**DESCRIPTION OF THE TASK:** Set down the first line below and each line after it, ending with the one that holds "context.font = font". Pictures do not belong in the copy.

(Recorded data)

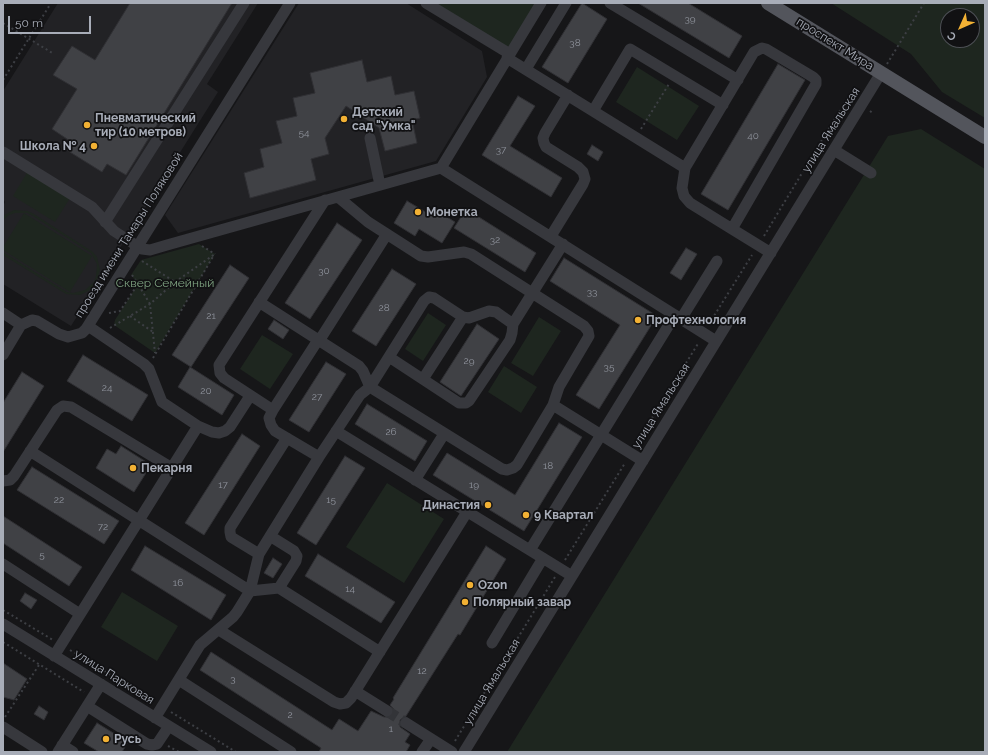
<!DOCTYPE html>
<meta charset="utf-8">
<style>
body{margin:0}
#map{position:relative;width:988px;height:755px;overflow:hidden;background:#161618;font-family:Raleway,sans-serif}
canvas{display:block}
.frame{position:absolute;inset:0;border:4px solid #a8adb8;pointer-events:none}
.north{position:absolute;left:940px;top:8px;width:40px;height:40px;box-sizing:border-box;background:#111113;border:1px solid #4d4f55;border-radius:50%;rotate:225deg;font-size:11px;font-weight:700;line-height:16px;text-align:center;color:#a8adb8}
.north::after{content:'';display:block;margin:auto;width:14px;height:18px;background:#f2b134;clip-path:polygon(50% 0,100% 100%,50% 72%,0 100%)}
.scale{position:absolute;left:8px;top:16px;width:83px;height:18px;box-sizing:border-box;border:2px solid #a8adb8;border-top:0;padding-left:5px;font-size:12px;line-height:14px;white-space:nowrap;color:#a8adb8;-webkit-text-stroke:3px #111113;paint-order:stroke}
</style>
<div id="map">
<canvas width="988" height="755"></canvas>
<div class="frame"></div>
<div class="north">С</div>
<div class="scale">50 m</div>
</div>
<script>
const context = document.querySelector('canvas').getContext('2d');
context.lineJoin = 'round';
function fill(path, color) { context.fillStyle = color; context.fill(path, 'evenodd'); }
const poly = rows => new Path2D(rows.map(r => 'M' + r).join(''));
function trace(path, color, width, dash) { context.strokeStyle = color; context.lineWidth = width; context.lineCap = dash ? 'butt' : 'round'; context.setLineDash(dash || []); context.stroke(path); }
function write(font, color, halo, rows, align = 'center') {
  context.font = font + ' Raleway,sans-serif'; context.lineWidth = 3.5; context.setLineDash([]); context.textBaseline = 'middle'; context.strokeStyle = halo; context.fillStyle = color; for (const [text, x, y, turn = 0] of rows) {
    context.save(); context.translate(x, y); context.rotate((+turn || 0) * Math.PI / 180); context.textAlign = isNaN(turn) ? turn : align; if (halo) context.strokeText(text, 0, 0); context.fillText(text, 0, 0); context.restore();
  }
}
const built = poly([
 [58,3,258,3,207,84,218,92,71,326,3,284,3,206,5,202,3,199,3,91],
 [299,3,406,3,482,51,487,77,436,161,178,233,165,215]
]);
const green = poly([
 [426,3,541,3,510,54],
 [831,3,985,3,985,118,942,92,911,54],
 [948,16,972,16,972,40,948,40],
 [637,67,699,106,677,140,616,102],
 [921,129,985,169,985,752,507,752,888,136],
 [28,171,70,198,55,222,13,196],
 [14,210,28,211,34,214,93,252,97,257,100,270,96,283,92,289,80,295,66,294,3,255,3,252,67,292,73,293,85,290,94,282,96,276,97,264,91,253,33,216,27,213,15,213,9,215,3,220,3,216],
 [24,213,92,256,70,292,3,250,3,247],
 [199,244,215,254,155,353,114,325,115,320,138,284,131,275,141,260],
 [428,313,446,325,423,361,405,349],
 [539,317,561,331,533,376,511,363],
 [262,335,293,354,270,389,240,369],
 [504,366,537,387,521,413,488,392],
 [387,483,444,519,404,583,346,547],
 [122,592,178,626,157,661,101,627]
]);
const building = poly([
 [130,3,232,3,126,175,107,164,102,172,65,149,70,141,52,129,77,89,53,75,72,46,95,60,130,3],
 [582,3,607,19,568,83,542,67,582,3],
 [638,3,688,3,742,36,729,58,638,3],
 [362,60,367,82,391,76,395,95,414,91,420,118,412,120,417,143,385,151,379,128,346,106,325,138,329,154,311,159,316,180,250,198,244,173,264,167,260,149,282,143,276,121,297,116,293,98,315,93,310,73,362,60],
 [778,64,805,80,728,210,701,194,778,64],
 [518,96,535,106,510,146,562,178,551,197,482,155,518,96],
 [592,145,603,152,598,161,587,154,592,145],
 [407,201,429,214,432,208,455,222,442,243,419,229,415,236,394,223,407,201],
 [466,209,536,253,525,272,454,228,466,209],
 [337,223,362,240,310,319,285,303,337,223],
 [686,248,697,254,681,280,670,273,686,248],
 [564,258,657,316,599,409,576,395,620,325,550,281,564,258],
 [230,265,249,278,191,367,172,355,230,265],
 [392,269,416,284,376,346,352,331,392,269],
 [274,320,289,330,283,339,268,329,274,320],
 [477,324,499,339,461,396,440,382,477,324],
 [83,355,148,395,132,421,67,381,83,355],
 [326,362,346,374,309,432,289,420,326,362],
 [190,367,234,395,222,415,178,387,190,367],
 [22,372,44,386,3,452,3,403,22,372],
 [367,404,427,441,415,461,355,424,367,404],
 [559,423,582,437,524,531,433,475,447,453,515,495,559,423],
 [242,434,260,446,204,535,185,523,242,434],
 [121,446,151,465,134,492,96,468,107,449,116,454,121,446],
 [345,456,365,468,316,545,297,533,345,456],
 [32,467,119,521,104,544,17,490,32,467],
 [3,516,82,567,69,586,3,543,3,516],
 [145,546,226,595,211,620,131,570,145,546],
 [486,546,506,559,460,635,458,634,406,716,400,720,400,727,410,734,405,742,410,745,406,752,319,752,321,748,200,670,211,652,332,730,339,719,358,731,371,711,384,717,390,717,394,712,393,708,390,705,394,699,393,698,486,546],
 [318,554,395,602,381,623,305,576,318,554],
 [273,558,282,564,273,578,264,573,273,558],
 [25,593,37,600,31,609,20,601,25,593],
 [3,663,27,679,14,700,3,697,3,663],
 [39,706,48,712,44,720,34,714,39,706],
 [97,723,128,742,122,752,99,752,84,743,97,723]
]);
const minorTunnel = poly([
 [387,711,406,723]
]);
const path = poly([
 [3,23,54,54],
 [887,64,924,3],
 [3,80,51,3],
 [870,111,874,114],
 [641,129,669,84],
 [764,236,848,97,853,100],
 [202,246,215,254],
 [142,261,175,282],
 [132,275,138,284],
 [109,313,120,311,138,284,150,304,155,353],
 [130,316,153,332],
 [709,324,752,255],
 [110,328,150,304,175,282,215,254],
 [153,358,214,255],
 [636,444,699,342],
 [565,560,625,463],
 [3,610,53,640],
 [3,642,84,692],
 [70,650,153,701],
 [171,712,236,752],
 [5,717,39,665],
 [455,741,555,577],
 [168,746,179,752]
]);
const minor = poly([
 [426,3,510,54],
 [610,3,738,80],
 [507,58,593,111],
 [526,69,566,3],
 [370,138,380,185],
 [834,150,871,173],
 [3,152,92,207,114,231,137,246,142,249,150,250,167,245,441,168,541,3],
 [441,168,716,341],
 [685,168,593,111,630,49,723,105],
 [338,197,368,222,421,256,428,257,464,252,471,254,584,326,588,331,589,336,559,387,553,405],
 [105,222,244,3],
 [732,229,816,84,816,80,813,77,766,49,762,48,754,52,685,168,682,188,684,196,690,203,732,229,771,253],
 [551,236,583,184,585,179,583,172,578,167,546,147,544,143,543,138,545,133,568,95],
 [259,302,359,366,363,371,370,387,502,469,507,470,513,468,517,465,553,405,643,461],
 [3,313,21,325],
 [681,319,717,261],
 [88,326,144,364,149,369,162,402,198,426],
 [319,341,387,234],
 [3,355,21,325,32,320,37,321,59,334,68,337,82,333,86,329,290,3],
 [389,357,459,403,466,403,469,401,510,340,512,333,513,324,563,244],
 [423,379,463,317],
 [273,410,318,340],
 [336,431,572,576],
 [30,451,250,591,279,588,380,652],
 [319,457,275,431,271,425,269,418,273,410,224,378,220,373,219,365,325,200],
 [415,480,444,434],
 [3,481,10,480,14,476,57,410,63,406,71,407,172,468],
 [270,536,294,551,297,556,296,561,279,588],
 [530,550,675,315],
 [259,554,231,537,230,532,230,528,287,438],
 [3,564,80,614],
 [3,624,211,752],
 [219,630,334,702,340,704,346,703,351,698,467,512],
 [492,643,543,558],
 [54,656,198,426,212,432,219,433,225,431,230,427,250,396],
 [179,680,291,752],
 [355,691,387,711],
 [87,706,147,744,152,745,157,744,169,726],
 [155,718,200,645,233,617,237,612,250,591,259,554,319,457,360,395,370,387,424,301,429,297,434,298,463,317,469,318,489,311,496,312,513,324],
 [406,723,452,752],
 [3,727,42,752],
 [62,745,73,752],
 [58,752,101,684],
 [422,752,431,739],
 [464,752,881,73]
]);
const major = poly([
 [768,3,985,137]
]);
const markers = [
 [344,119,4,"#f2b134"],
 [87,125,4,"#f2b134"],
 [94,146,4,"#f2b134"],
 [418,212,4,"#f2b134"],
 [638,320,4,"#f2b134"],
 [133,468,4,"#f2b134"],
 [488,505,4,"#f2b134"],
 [526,515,4,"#f2b134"],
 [470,585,4,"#f2b134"],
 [465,602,4,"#f2b134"],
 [106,739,4,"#f2b134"]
];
const numberNames = [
 ["39",690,19],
 ["38",575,43],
 ["54",304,133],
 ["40",753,136],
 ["37",501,150],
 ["32",495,240],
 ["30",324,271],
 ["33",592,292],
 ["28",384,308],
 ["21",211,316],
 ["29",469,361],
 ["35",609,367],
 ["24",107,388],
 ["20",206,391],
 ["27",317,397],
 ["26",391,432],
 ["18",548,466],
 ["17",223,485],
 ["19",474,485],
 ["22",59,500],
 ["15",331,500],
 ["72",103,527],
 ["5",42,555],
 ["16",178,583],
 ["14",350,589],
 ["12",422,671],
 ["3",233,679],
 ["2",290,715],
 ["1",391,729]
];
const streetNames = [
 ["проспект Мира",835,44,32],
 ["улица Ямальская",831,130,-58],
 ["проезд имени Тамары Поляковой",129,235,-58],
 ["улица Ямальская",661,406,-58],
 ["улица Парковая",114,677,32],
 ["улица Ямальская",492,682,-59]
];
const poiNames = [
 ["Детский",352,112],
 ["сад \"Умка\"",352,126],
 ["Пневматический",95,118],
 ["тир (10 метров)",95,132],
 ["Школа № 4",86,146,"right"],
 ["Монетка",426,212],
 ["Профтехнология",646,320],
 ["Пекарня",141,468],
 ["Династия",480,505,"right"],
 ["9 Квартал",534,515],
 ["Ozon",478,585],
 ["Полярный завар",473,602],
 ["Русь",114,739]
];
const parkNames = [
 ["Сквер Семейный",165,283]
];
fill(built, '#222225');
fill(green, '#1e261f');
fill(building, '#404145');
trace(building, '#303034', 1);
trace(minorTunnel, '#333438', 11, [11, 5.5]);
trace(path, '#3d3f44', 2, [2, 3]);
trace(minor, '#37383d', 11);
trace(major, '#53555c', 14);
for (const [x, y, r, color] of markers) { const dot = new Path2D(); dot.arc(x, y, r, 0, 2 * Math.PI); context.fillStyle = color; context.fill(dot); trace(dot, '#111113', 1.5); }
write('10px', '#8e929b', null, numberNames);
write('12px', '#a8adb8', '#111113', streetNames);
write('bold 12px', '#a8adb8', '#111113', poiNames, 'left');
write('12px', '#7fa381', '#111113', parkNames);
</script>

**EXPECTED ANSWER:**
<!DOCTYPE html>
<meta charset="utf-8">
<style>
body{margin:0}
#map{position:relative;width:988px;height:755px;overflow:hidden;background:#161618;font-family:Raleway,sans-serif}
canvas{display:block}
.frame{position:absolute;inset:0;border:4px solid #a8adb8;pointer-events:none}
.north{position:absolute;left:940px;top:8px;width:40px;height:40px;box-sizing:border-box;background:#111113;border:1px solid #4d4f55;border-radius:50%;rotate:225deg;font-size:11px;font-weight:700;line-height:16px;text-align:center;color:#a8adb8}
.north::after{content:'';display:block;margin:auto;width:14px;height:18px;background:#f2b134;clip-path:polygon(50% 0,100% 100%,50% 72%,0 100%)}
.scale{position:absolute;left:8px;top:16px;width:83px;height:18px;box-sizing:border-box;border:2px solid #a8adb8;border-top:0;padding-left:5px;font-size:12px;line-height:14px;white-space:nowrap;color:#a8adb8;-webkit-text-stroke:3px #111113;paint-order:stroke}
</style>
<div id="map">
<canvas width="988" height="755"></canvas>
<div class="frame"></div>
<div class="north">С</div>
<div class="scale">50 m</div>
</div>
<script>
const context = document.querySelector('canvas').getContext('2d');
context.lineJoin = 'round';
function fill(path, color) { context.fillStyle = color; context.fill(path, 'evenodd'); }
const poly = rows => new Path2D(rows.map(r => 'M' + r).join(''));
function trace(path, color, width, dash) { context.strokeStyle = color; context.lineWidth = width; context.lineCap = dash ? 'butt' : 'round'; context.setLineDash(dash || []); context.stroke(path); }
function write(font, color, halo, rows, align = 'center') {
  context.font = font + ' Raleway,sans-serif'; context.lineWidth = 3.5; context.setLineDash([]); context.textBaseline = 'middle'; context.strokeStyle = halo; context.fillStyle = color; for (const [text, x, y, turn = 0] of rows) {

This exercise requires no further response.